And so it all comes to an end, my great American Adventure (only joking of course it doesn’t) with a cup of coffee from Mr. Peet’s place in the departure lounge at JFK. Joanna Harris had taken me to the original store in Berkeley and of course she had known him as she had known John Cage and Merce Cunningham and…Joanna catapulted me east out of California with two challenges: to learn to waltz and to find ‘community’. The former has proved to be more challenging than the latter. Joanna, I really did try to embrace and move with the chairs in my hotel rooms –One two and three and one, two…maybe back in London in the arms of my wife.
So packing my bags what do I take? What do I leave behind? The leave behind bit is easy.
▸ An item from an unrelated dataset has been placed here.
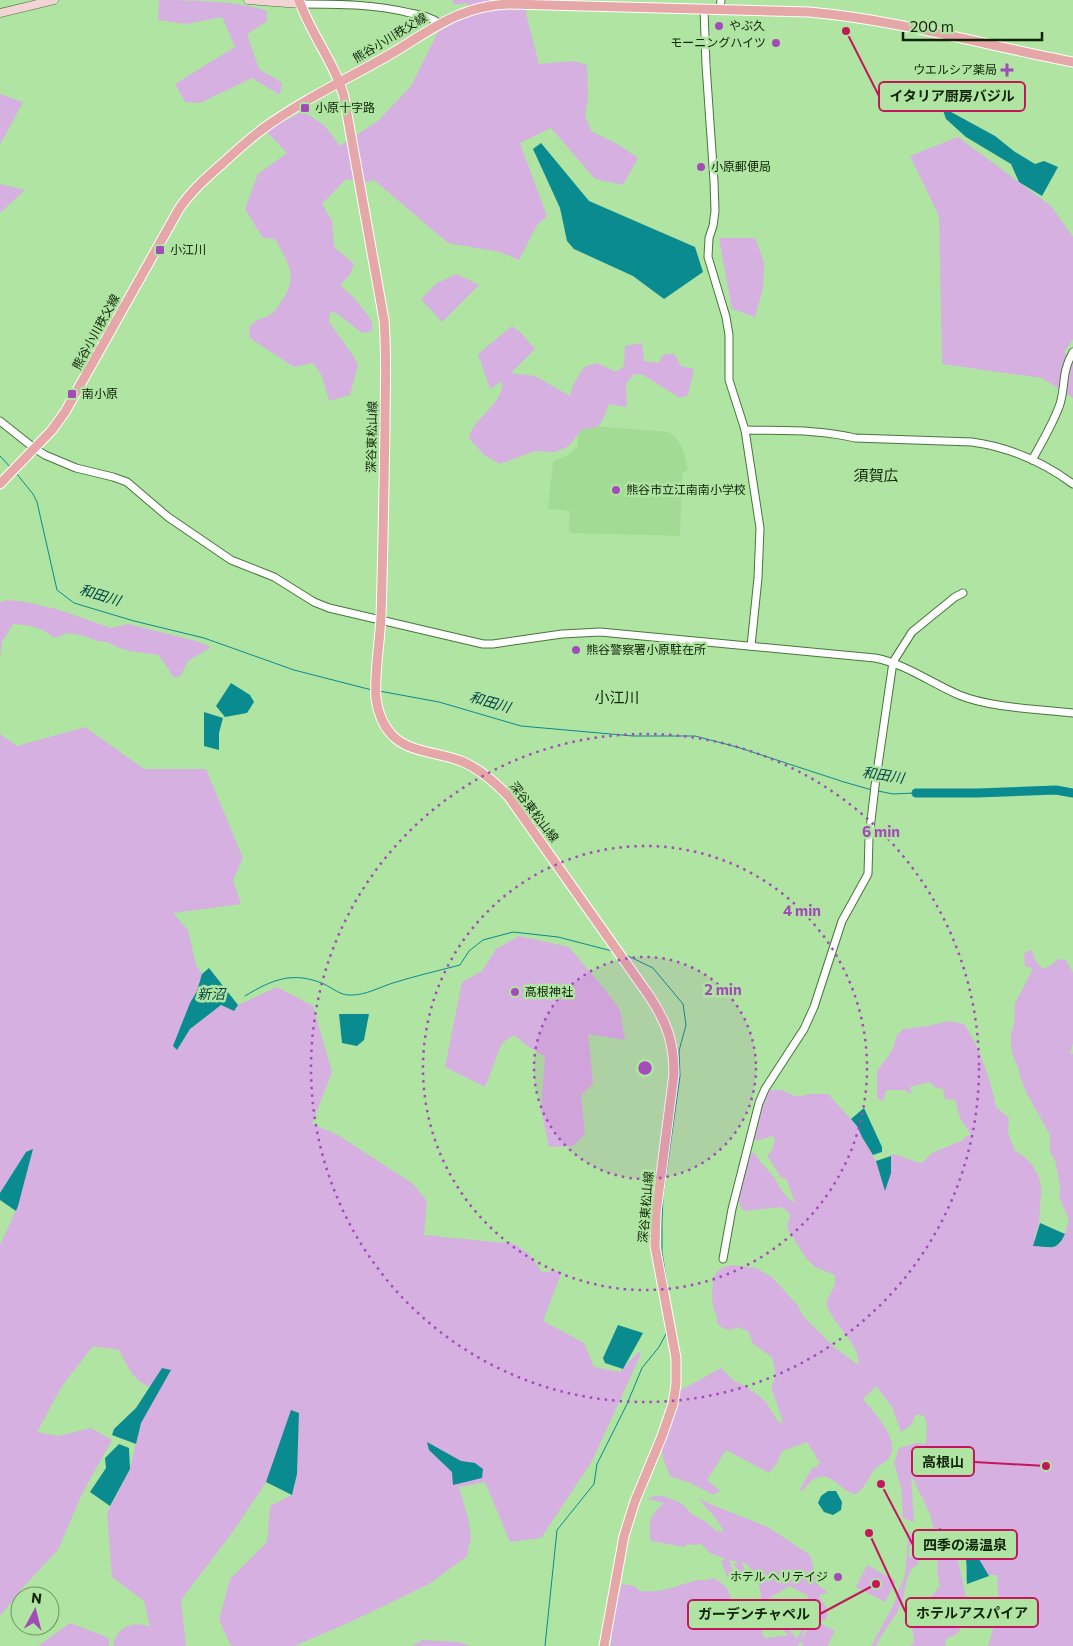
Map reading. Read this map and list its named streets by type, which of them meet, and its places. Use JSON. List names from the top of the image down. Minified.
{"streets":{"main road":["熊谷小川秩父線","深谷東松山線"]},"crossings":[["熊谷小川秩父線","深谷東松山線"]],"districts":["須賀広","小江川"],"water":["和田川","新沼"],"places":{"other":["やぶ久","イタリア厨房バジル","モーニングハイツ","小原郵便局","熊谷市立江南南小学校","熊谷警察署小原駐在所","高根神社","高根山","四季の湯温泉","ホテルアスパイア","ホテル ヘリテイジ","ガーデンチャペル"],"health":["ウエルシア薬局"],"transit":["小原十字路","小江川","南小原"]},"scale_bar":"200 m","north":"top","rings":["6 min","4 min","2 min"]}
I wanted take a whole collection of words: ‘older people, seniors, elders, pensioners, the 50+’, and neatly wrap them up in a plastic bag and leave them behind in the bin under the sink in my hotel room. It just becomes awkward. Why, for instance, do we always have to attach the name of a disease to certain groups of people when we talk about them? It’s like Angie Terranova says:
“You don’t really think about getting older. First of all your aging together and when you see a person constantly you don’t notice the big changes. You don’t notice, oh, you are getting a little wrinkle here and tomorrow you say it’s a little deeper. These things just happen. You don’t pay attention to these things. I mean I’m not thinking everyday, oh my husband is 83 years old and my goodness I’m married to an old man.’
Back in Brooklyn I had stumbled upon a beautiful portrait of Angie and her husband in an exhibition of photographs in the Public Library. Photographer Lauren Fleisham’s ‘Love ever after’ is a personal project about love and aging. She brilliantly captures this ‘being together intimateness’ of Brooklyn couples who have lived together for over 50 years. ‘What will survive of us is love’ says Larkin. Here is the evidence. These relationships are timeless. You are left wondering: ‘what’s age got to do with it?” In another portrait Mariya Gostssinnaya and her husband stand on Brighton Beach. They walk on the boardwalk together three miles every day.
“What’s the secret to love? A secret is a secret and I don’t reveal my secrets” says Mariya.